__PROBLEM DETAILS__.
Copy each line of the following data that contains "turn".

__GIVEN RECORDS__.

----

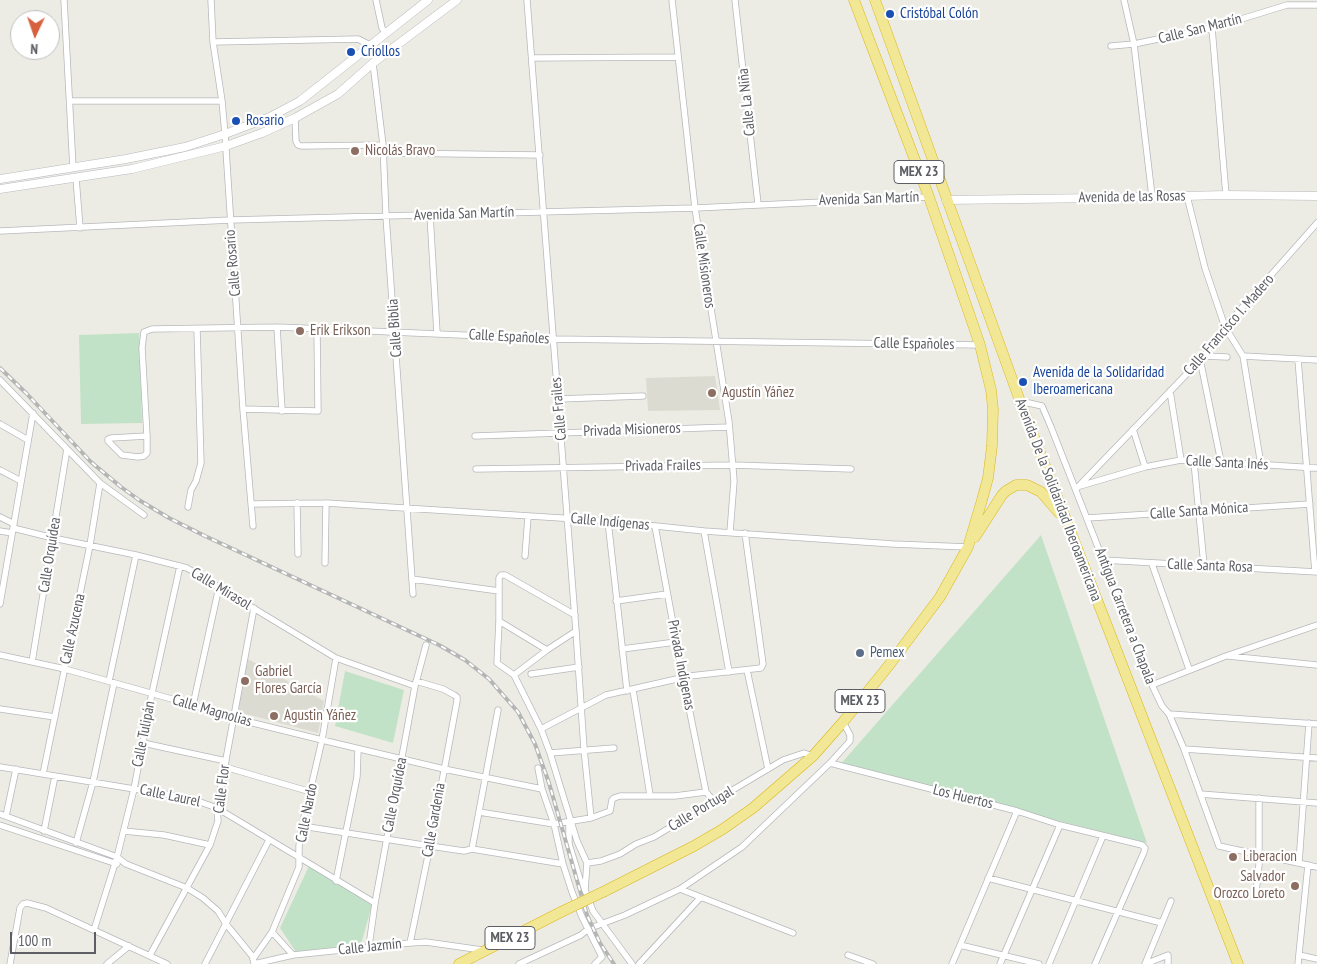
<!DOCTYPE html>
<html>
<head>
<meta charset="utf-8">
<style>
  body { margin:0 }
  #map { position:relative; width:1317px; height:964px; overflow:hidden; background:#edece4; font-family:"PT Sans Narrow",sans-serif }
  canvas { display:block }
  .north { position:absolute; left:10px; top:10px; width:50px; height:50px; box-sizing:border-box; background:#fff; border:1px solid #bebfc1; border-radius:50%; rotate:183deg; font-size:14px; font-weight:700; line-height:20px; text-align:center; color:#5c5e63 }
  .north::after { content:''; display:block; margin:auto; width:18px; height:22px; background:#d7603f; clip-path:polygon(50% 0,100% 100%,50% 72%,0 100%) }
  .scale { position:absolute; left:10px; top:932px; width:86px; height:22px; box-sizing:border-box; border:2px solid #5c5e63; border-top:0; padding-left:6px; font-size:15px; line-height:18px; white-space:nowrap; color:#5c5e63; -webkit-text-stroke:4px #fff; paint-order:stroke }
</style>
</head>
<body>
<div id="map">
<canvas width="1317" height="964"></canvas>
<div class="north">N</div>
<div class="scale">100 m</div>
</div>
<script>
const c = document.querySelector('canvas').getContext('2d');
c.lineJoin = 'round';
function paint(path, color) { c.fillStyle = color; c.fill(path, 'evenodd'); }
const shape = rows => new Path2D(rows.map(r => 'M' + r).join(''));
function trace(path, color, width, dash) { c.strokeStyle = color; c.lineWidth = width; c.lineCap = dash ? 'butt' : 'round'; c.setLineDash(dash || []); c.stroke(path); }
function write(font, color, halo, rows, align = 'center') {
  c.font = font + ' "PT Sans Narrow",sans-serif'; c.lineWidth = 4.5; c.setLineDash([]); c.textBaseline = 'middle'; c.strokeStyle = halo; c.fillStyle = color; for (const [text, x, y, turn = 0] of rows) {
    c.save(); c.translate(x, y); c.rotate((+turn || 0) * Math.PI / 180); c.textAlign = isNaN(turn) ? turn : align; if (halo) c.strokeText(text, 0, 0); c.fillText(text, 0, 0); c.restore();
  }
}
const education = shape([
  [715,376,720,410,648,411,646,378],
  [246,658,324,701,318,733,238,712]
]);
const green = shape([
  [139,333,142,423,81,424,79,335],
  [1041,535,1147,843,839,766],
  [345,671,404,690,393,743,335,726],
  [309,866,372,905,361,944,296,952,280,928]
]);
const street = shape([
  [64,0,73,168],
  [211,0,213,42,222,101,225,134,243,409,253,526],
  [376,0,382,28,386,34],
  [527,0,576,631,584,749,591,818],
  [672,0,695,208,729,422,734,481,730,532],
  [735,0,758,204],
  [1124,0,1134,44,1152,196],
  [1212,28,1226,195],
  [213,42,358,39,372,46],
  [1111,46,1134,44,1212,28,1287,5,1317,5],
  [532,58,678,57],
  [373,63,383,145,386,216,413,594],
  [70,101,222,101],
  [295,118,296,141,298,145,301,146,383,145],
  [384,153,540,155],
  [76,178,80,228],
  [1187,196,1205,268,1225,327,1243,356,1261,465],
  [430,215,437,333],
  [0,231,230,220,695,208,929,197],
  [277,327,282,411],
  [1204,356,1227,357],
  [1243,356,1317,360],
  [1200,359,1221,462],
  [1298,359,1315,572],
  [0,380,100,483,144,515],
  [1170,391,1181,460],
  [558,399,643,396],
  [1020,401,1042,406,1051,427,1152,685,1162,706,1169,714,1184,749,1219,846,1317,867],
  [243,409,318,411,317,329],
  [0,424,28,440],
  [1133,429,1145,467],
  [147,436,111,438,108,439,108,441,122,455,138,457,144,456,147,453,147,436,142,348,144,332,152,329,277,327,553,339,980,345],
  [475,436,729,427],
  [1194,462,1204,565],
  [476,469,733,465,851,469],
  [0,470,21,481],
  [1080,486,1145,467,1181,460,1221,462,1317,468],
  [1076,489,1204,356,1225,327,1317,223],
  [297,503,298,554],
  [252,504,326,503,608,521,704,531,893,544,968,547],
  [188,507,191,490,196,481,201,463,197,329],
  [0,517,14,524],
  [1087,518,1310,504],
  [608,521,627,691],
  [655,526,683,678,706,792,714,801],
  [13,528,53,538,136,555,187,568,336,658,415,686],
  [0,531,12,533],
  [704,531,729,672],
  [525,556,528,517],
  [1103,560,1317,572],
  [325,563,326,503],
  [1152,564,1189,669],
  [412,579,499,591],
  [616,601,667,594],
  [0,604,33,413],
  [499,621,547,650],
  [622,649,676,642],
  [0,655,65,669,193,705,233,718,322,740,444,769,542,789],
  [1228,656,1317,665],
  [32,662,67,449],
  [747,670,768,769],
  [531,674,579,667],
  [514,675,541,729,550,753,577,841,587,863,585,890,593,911,632,964],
  [514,675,497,663,499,621,499,578,501,575,505,575,575,615],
  [514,675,547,650,576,631],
  [109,681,136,555],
  [1152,685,1226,656,1317,625],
  [633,690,650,795],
  [193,705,219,587],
  [0,709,55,717],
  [1169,714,1317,724],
  [843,722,850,735,850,741,830,763,1017,811,1060,825,1142,845,1145,848,1144,852,1095,964],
  [541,729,606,695,690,676,761,668,763,664,745,533],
  [143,743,226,761],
  [1184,749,1317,758],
  [550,753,614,748],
  [0,767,189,798,217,808,375,903],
  [225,767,311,792],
  [538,768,542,789,554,824,563,864,572,892,582,917,602,957,595,964],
  [43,774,90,545,100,483],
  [1200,794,1317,803],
  [479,812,554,824,591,818,610,811,612,800,614,798,620,796,675,796,706,792],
  [0,814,109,854,117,857,126,864,187,888,203,898,218,911,226,924,253,957,254,964],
  [6,816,16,769],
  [569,821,569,844,582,886,585,890],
  [0,825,117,864],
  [302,826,430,846,464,851,472,849,563,864],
  [44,831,55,776],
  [124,831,164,835,210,845],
  [76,843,93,782,114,683],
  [472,849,498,710],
  [587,863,601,861,620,854,636,844,654,837,783,760,804,753,813,756],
  [1299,863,1309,723],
  [988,878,1162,923],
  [336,881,357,777,358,749],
  [680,889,742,847,830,763],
  [1256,892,1259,865,1259,798],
  [94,930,117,857,134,789,152,693,180,566],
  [272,932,293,955],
  [410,943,430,846,457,701,457,697,454,695,443,689,416,681],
  [960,945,1039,964],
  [369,946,375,903,415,686,426,645],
  [150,955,210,845,218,821,217,808,254,608],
  [848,955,873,964],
  [1299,955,1317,959],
  [253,959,272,932,299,867,299,846,302,826,322,740,336,658],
  [10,964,20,908,23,904,27,903,46,908,167,964],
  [107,964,129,946],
  [205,964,269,840],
  [254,964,293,955,410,943,426,942,482,950],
  [519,964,581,935,588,929,625,915,680,889,793,933],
  [639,964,700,898],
  [952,964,1017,811],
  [1000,964,1060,825],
  [1049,964,1103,836],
  [1145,964,1171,901],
  [1145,964,1168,955,1168,964],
  [1298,964,1308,865]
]);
const secondary = shape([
  [0,179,126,159,185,147,225,134,270,117,300,101,428,0],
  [0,189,132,169,226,146,262,133,295,118,338,94,373,63,457,0],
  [946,200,1098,198,1226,195,1317,196]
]);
const highway = shape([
  [875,0,1020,401,1238,964],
  [975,537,1002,495,1006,491,1016,485,1027,485,1041,492,1059,513],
  [605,891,694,846,723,829,753,808,813,756,843,722,890,664,940,597,968,547,982,500,988,478,992,446,993,409,991,390,980,345,929,197,854,0],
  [459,964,561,912]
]);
const rail = shape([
  [0,368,26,393,91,462,121,487,139,500,169,518,205,536,439,645,465,660,489,679,518,712,535,744,549,783,587,915,600,943,614,964]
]);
const highwayBridge = shape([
  [561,912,605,891]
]);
const markers = [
  [890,14,5,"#1a4fb4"],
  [351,52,5,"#1a4fb4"],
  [236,121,5,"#1a4fb4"],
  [355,151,5,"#8d6e63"],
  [300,331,5,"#8d6e63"],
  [1023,382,5,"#1a4fb4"],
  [712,393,5,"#8d6e63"],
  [860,653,5,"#5c6f8a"],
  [245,681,5,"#8d6e63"],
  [274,716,5,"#8d6e63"],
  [1233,857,5,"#8d6e63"],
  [1295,886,5,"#8d6e63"]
];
const shields = [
  [919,172,50],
  [860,701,50],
  [510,938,50]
];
const shieldNames = [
  ["MEX 23",919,172],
  ["MEX 23",860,701],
  ["MEX 23",510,938]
];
const transitNames = [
  ["Cristóbal Colón",900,14],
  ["Criollos",361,52],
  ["Rosario",246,121],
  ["Avenida de la Solidaridad",1033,373],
  ["Iberoamericana",1033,390]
];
const streetNames = [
  ["Calle San Martín",1200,29,-14],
  ["Calle La Niña",747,102,-96],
  ["Avenida de las Rosas",1132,197,-1],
  ["Avenida San Martín",869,199,-2],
  ["Avenida San Martín",464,214,-2],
  ["Calle Rosario",233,263,-95],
  ["Calle Misioneros",704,266,82],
  ["Calle Francisco I. Madero",1229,325,-49],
  ["Calle Biblia",395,328,-94],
  ["Calle Españoles",509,337,3],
  ["Calle Españoles",914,344,1],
  ["Calle Frailes",559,409,-95],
  ["Privada Misioneros",632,430,-2],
  ["Calle Santa Inés",1227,463,3],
  ["Privada Frailes",663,466,-1],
  ["Avenida De la Solidaridad Iberoamericana",1058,500,69],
  ["Calle Santa Mónica",1199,511,-4],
  ["Calle Indígenas",610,522,5],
  ["Calle Orquídea",50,555,-81],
  ["Calle Santa Rosa",1210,566,2],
  ["Calle Mirasol",221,589,31],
  ["Antigua Carretera a Chapala",1125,616,69],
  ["Calle Azucena",73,629,-78],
  ["Privada Indígenas",681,665,79],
  ["Calle Magnolias",212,711,16],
  ["Calle Tulipán",144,734,-79],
  ["Calle Flor",222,789,-83],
  ["Calle Orquídea",395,795,-79],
  ["Calle Laurel",170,796,12],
  ["Los Huertos",963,797,14],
  ["Calle Portugal",701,809,-31],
  ["Calle Nardo",307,813,-79],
  ["Calle Gardenia",434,820,-80],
  ["Calle Jazmín",370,947,-6]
];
const educationNames = [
  ["Nicolás Bravo",365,151],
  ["Erik Erikson",310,331],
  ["Agustín Yáñez",722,393],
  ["Gabriel",255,672],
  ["Flores García",255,689],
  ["Agustin Yáñez",284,716],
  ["Liberacion",1243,857],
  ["Salvador",1285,877,"right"],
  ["Orozco Loreto",1285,894,"right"]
];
const serviceNames = [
  ["Pemex",870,653]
];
paint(education, '#dcdbd2');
paint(green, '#c2e2c7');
trace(street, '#b6b8bc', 7);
trace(secondary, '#b7b9be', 9);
trace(highway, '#d9b717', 11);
trace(street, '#fff', 5.5);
trace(secondary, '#fff', 8);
trace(highway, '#f2e795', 10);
trace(rail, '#b4b5b5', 4);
trace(rail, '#fff', 2, [5.5]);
trace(highwayBridge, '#d9b717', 11, []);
trace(highwayBridge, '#f2e795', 10);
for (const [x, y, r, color] of markers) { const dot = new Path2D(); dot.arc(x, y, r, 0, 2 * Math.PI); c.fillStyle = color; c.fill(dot); trace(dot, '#fff', 2); }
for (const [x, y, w] of shields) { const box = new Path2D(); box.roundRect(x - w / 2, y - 11.5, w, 23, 4); c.fillStyle = '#fff'; c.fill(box); trace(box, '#5c5e63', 1); }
write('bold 14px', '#5c5e63', null, shieldNames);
write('15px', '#164399', '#fff', transitNames, 'left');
write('15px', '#5c5e63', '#fff', streetNames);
write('15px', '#785e54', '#fff', educationNames, 'left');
write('15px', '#4e5e75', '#fff', serviceNames, 'left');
</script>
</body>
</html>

----

__EXERCISE OUTPUT__.
  c.font = font + ' "PT Sans Narrow",sans-serif'; c.lineWidth = 4.5; c.setLineDash([]); c.textBaseline = 'middle'; c.strokeStyle = halo; c.fillStyle = color; for (const [text, x, y, turn = 0] of rows) {
    c.save(); c.translate(x, y); c.rotate((+turn || 0) * Math.PI / 180); c.textAlign = isNaN(turn) ? turn : align; if (halo) c.strokeText(text, 0, 0); c.fillText(text, 0, 0); c.restore();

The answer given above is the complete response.